Leading AI models excel at basis tasks but lack scientific reasoning: Study

14 Oct 2025 14:55 IST

New Update

New Delhi, Oct 14 (PTI) Leading Artificial Intelligence (AI) models excel at basic tasks but lack scientific reasoning, researchers from Indian Institute of Technology (IIT)Delhi (IIT Delhi) and Friedrich Schiller University Jena (FSU Jena), Germany have found.

The research published in "Nature Computational Science", revealed that while leading AI models show promise in basic scientific tasks, they exhibit fundamental limitations that could pose risks if deployed without proper oversight in research environments.

The research team, led by NM Anoop Krishnan, associate professor at IIT Delhi, and Kevin Maik Jablonka, professor at FSU Jena, has developed "MaCBench" -- the first comprehensive benchmark specifically designed to evaluate how vision-language models handle real-world chemistry and materials science tasks. The results revealed a striking paradox.

While AI models achieved near-perfect performance in basic perception tasks like equipment identification, they struggled significantly with spatial reasoning, cross-modal information synthesis, and multi-step logical inference -- capabilities essential for genuine scientific discovery.
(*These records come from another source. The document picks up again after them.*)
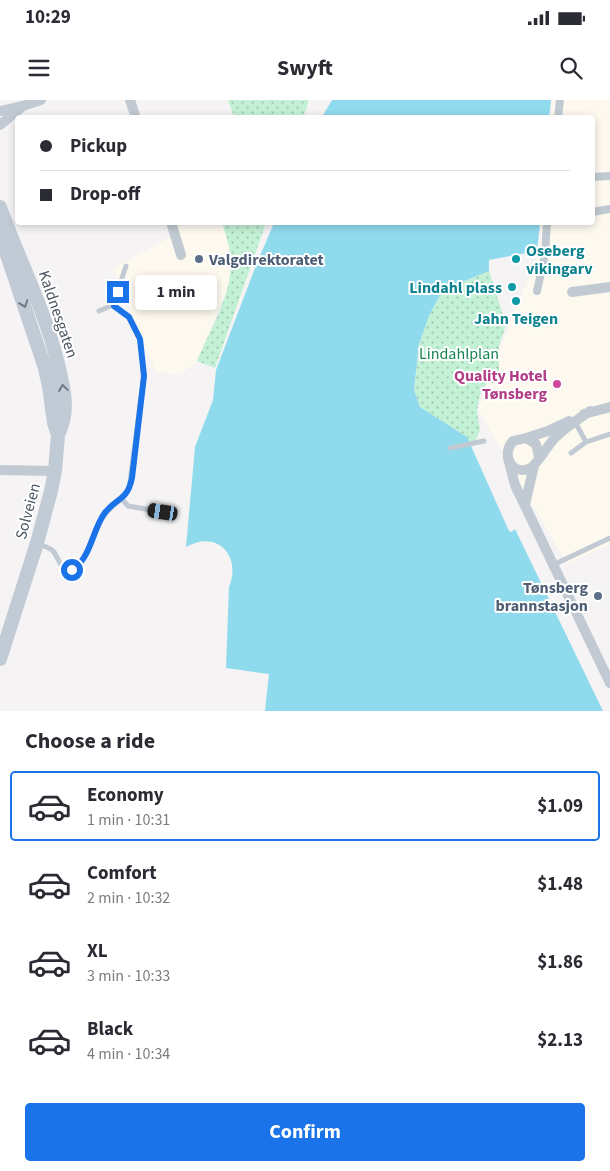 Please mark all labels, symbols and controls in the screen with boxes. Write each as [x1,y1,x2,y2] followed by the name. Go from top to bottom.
[25,4,71,31] text: 10:29
[277,52,333,84] text: Swyft
[25,54,53,82] icon: menu
[557,54,585,82] icon: search
[70,133,127,160] text: Pickup
[70,181,140,208] text: Drop-off
[526,240,593,280] place label: Oseberg vikingarv
[208,249,324,271] place label: Valgdirektoratet
[193,253,205,265] marker: Valgdirektoratet
[510,253,522,265] marker: Oseberg vikingarv
[33,268,83,361] street label: Kaldnesgaten
[136,274,218,310] callout: 1 min
[409,277,502,299] place label: Lindahl plass
[107,281,129,303] route end
[157,281,195,303] text: 1 min
[506,281,518,293] marker: Lindahl plass
[510,295,522,307] marker: Jahn Teigen
[18,300,28,308] one-way arrow
[474,308,558,330] place label: Jahn Teigen
[419,343,499,365] park label: Lindahlplan
[454,365,547,405] place label: Quality Hotel Tønsberg
[551,378,563,390] marker: Quality Hotel Tønsberg
[58,383,68,392] one-way arrow
[10,481,46,542] street label: Solveien
[147,502,178,522] car
[61,559,83,581] route start
[496,577,588,617] place label: Tønsberg brannstasjon
[592,590,604,602] marker: Tønsberg brannstasjon
[25,725,155,757] text: Choose a ride
[87,782,164,809] text: Economy
[27,784,72,829] icon: car
[537,793,583,820] text: $1.09
[87,809,170,831] text: 1 min · 10:31
[87,860,157,887] text: Comfort
[27,862,72,907] icon: car
[537,871,583,898] text: $1.48
[87,887,170,909] text: 2 min · 10:32
[87,938,108,965] text: XL
[27,940,72,985] icon: car
[537,949,583,976] text: $1.86
[87,965,170,987] text: 3 min · 10:33
[87,1016,133,1043] text: Black
[27,1018,72,1063] icon: car
[537,1027,583,1054] text: $2.13
[87,1043,170,1065] text: 4 min · 10:34
[25,1103,585,1161] button: Confirm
"Our findings represent a crucial reality check for the scientific community. While these AI systems show remarkable capabilities in routine data processing tasks, they are not yet ready for autonomous scientific reasoning. The strong correlation we observed between model performance and internet data availability suggests these systems may be relying more on pattern matching than genuine scientific understanding," Krishnan told PTI.

Krishnan explained that one of the most concerning findings emerged from laboratory safety assessments.

"While models excelled at identifying laboratory equipment with 77 pc accuracy, they performed poorly when evaluating safety hazards in similar laboratory setups, achieving only 46 pc accuracy. This disparity between equipment recognition and safety reasoning is particularly alarming," said Kevin Maik Jablonka.

"It suggests that current AI models cannot bridge the gaps in tacit knowledge that are crucial for safe laboratory operations. Scientists must understand these limitations before integrating AI into safety-critical research environments," he added.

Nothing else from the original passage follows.